Как-то я высказал приказчику свои мысли насчет этого представительства. Приказчик усмехнулся, но ничего не ответил.
Позже, когда мы попривыкли друг к другу, он стал разговорчивее. Известно, что все слуги всего мира всегда склонны потолковать о хозяевах осудительно, а мы были слугами Матвея Семеновича, и нам тоже хотелось потолковать осудительно… Так день за днем, слово за словом — и старик начал вырисовываться передо мною в ином свете.
В те времена в стране утверждался (однако не успел утвердиться) новый тип негоциантизма, не классический английский либо голландский тип, а смешанный русско-американский, точнее — одесско-ярославско-американский. От царской Одессы он унаследовал комбинационные способности и склонности к аферам, от старого Ярославля — оборотливость и сметливую жуликоватость, от американизма позаимствовал беспощадное, целеустремленное хищничество. Этому негоциантизму, чтобы по всем статьям побить чисто американский, не хватало только масштабов, всячески ограничиваемых неусыпной бдительностью финотделов и следственных органов.
Деятели этого типа — их и называли на американский лад «нэпманами»— все время балансировали на тончайшей грани, где коммерция тонко и деликатно, совсем неприметно переходила в уголовщину. Я имею в виду сокрытие доходов с целью неуплаты налога.
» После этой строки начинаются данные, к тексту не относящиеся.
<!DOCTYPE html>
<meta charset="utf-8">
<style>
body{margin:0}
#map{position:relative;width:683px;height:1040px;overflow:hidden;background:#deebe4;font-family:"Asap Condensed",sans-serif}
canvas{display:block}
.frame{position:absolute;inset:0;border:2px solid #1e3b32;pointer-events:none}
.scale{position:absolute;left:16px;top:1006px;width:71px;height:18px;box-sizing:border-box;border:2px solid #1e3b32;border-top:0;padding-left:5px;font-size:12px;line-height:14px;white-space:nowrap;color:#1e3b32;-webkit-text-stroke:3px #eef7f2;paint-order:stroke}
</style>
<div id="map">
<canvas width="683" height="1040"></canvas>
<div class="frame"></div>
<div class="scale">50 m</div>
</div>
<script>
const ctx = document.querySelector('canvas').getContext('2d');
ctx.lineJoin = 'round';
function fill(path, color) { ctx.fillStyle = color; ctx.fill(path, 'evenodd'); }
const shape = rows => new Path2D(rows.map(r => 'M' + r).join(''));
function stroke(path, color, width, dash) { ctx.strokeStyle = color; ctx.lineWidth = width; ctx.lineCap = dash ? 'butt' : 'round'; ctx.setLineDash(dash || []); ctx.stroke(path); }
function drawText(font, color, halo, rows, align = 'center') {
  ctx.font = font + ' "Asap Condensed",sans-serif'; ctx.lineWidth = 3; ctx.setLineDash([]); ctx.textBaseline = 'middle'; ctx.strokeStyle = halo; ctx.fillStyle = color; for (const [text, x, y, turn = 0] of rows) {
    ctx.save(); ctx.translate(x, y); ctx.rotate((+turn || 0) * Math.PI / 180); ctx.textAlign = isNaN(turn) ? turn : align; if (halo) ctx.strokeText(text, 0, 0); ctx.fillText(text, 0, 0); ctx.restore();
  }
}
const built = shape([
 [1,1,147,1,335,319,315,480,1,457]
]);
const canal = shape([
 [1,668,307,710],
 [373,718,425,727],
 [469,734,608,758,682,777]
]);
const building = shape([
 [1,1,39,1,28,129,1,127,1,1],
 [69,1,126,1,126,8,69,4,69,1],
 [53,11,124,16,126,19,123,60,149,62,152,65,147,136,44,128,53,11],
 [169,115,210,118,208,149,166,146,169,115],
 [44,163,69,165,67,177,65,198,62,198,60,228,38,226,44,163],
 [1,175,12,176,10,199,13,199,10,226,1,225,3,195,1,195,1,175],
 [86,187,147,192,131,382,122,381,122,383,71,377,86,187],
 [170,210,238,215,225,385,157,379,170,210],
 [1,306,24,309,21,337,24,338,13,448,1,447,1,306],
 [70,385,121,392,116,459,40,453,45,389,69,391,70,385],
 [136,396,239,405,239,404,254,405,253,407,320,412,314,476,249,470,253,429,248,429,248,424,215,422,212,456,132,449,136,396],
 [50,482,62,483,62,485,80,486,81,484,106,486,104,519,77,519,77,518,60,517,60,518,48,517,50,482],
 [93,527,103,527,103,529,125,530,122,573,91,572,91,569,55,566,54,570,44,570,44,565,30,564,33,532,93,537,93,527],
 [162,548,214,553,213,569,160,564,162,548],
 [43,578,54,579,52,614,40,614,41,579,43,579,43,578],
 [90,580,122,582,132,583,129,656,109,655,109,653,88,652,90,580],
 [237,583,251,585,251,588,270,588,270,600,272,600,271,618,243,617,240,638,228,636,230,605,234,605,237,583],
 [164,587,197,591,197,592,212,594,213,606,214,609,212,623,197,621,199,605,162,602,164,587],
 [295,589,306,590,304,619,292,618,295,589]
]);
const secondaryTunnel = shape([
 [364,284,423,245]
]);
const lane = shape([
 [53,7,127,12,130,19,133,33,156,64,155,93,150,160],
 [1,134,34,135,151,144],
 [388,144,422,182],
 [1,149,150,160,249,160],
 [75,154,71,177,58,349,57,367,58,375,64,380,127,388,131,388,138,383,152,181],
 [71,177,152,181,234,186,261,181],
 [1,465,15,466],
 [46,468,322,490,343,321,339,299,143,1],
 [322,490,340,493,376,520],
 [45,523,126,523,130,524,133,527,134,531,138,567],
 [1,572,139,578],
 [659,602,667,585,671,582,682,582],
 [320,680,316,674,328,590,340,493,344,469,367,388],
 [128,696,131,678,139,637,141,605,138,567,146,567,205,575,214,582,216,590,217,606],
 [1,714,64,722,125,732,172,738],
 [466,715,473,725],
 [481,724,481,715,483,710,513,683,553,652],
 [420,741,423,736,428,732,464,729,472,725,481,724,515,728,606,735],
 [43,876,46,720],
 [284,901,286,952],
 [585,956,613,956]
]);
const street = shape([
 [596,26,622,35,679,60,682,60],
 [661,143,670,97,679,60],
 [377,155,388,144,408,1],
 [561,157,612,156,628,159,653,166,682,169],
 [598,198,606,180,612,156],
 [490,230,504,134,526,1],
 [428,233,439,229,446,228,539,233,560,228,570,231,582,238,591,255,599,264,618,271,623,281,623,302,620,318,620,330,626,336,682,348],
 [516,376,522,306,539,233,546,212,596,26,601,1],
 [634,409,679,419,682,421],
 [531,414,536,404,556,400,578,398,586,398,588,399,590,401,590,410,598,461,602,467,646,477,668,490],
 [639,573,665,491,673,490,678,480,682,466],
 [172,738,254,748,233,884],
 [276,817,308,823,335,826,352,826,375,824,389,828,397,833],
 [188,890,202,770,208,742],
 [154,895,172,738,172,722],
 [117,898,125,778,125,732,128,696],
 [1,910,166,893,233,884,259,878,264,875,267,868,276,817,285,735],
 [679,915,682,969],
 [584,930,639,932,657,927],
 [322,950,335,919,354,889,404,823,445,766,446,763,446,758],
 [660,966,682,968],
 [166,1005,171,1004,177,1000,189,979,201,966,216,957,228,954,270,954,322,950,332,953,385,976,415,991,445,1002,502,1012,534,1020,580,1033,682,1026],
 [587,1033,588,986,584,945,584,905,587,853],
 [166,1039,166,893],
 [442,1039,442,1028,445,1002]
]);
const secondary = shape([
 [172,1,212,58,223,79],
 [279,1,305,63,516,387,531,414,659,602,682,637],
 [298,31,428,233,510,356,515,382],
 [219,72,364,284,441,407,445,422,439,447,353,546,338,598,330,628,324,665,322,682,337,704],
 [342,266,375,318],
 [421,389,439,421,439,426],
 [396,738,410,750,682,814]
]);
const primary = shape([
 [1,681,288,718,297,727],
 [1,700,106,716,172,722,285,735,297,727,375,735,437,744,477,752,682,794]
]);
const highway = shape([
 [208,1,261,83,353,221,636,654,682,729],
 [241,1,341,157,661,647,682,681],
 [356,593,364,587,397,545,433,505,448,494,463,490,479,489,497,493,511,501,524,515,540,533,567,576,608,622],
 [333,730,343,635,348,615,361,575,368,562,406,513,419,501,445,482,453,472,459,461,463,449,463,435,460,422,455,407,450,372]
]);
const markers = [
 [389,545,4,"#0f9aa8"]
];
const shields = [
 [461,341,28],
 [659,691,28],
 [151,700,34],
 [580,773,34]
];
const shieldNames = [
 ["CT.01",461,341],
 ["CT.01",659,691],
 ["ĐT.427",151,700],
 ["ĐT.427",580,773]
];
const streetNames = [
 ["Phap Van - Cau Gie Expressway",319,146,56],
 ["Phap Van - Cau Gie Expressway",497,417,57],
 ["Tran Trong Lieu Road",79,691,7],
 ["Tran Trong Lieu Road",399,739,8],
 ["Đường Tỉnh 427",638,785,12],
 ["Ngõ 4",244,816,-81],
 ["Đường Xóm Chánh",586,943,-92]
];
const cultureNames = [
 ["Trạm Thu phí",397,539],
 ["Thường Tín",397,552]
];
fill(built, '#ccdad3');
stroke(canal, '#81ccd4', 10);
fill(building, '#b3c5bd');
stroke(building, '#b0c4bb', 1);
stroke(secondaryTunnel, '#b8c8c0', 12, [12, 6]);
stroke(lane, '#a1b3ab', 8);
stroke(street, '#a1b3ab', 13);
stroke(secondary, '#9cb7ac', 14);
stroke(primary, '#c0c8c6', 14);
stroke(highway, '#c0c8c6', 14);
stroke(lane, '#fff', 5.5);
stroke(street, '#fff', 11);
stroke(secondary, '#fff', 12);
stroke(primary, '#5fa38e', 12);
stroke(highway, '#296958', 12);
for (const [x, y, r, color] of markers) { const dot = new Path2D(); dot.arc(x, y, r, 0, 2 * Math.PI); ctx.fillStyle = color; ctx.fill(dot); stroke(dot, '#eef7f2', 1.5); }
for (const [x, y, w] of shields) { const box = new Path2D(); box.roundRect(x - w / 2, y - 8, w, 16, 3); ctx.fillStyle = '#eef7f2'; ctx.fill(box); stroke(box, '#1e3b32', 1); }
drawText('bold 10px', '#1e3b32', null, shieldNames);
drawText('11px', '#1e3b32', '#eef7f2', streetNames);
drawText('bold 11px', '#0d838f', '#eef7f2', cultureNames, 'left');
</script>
За это не арестовывали, потому что пришлось бы арестовать всех нэпманов поголовно,— ограничивались штрафами. Но были деяния и посерьезнее: контрабанда, валютно-золотые операции, торговля наркотиками, скупка краденого, сбыт фальшивых червонцев, содержание подпольных игорных домов. За это сажали по соответствующим статьям Уголовного кодекса.
Как я понял из намеков приказчика, Матвей Семенович Табачников принимал либо прямое участие, а чаще косвенное соучастие в большинстве упомянутых выше деяний, прикрываясь неустанными заботами о процветании фирмы Л. Штейна. Долго не попадался, гулял на свободе, но в конце концов его на чем-то накрыли. В то время когда я колол у него дрова, обедал с ним и потом служил у него в магазине, он отбывал двухлетний срок тюремного заключения.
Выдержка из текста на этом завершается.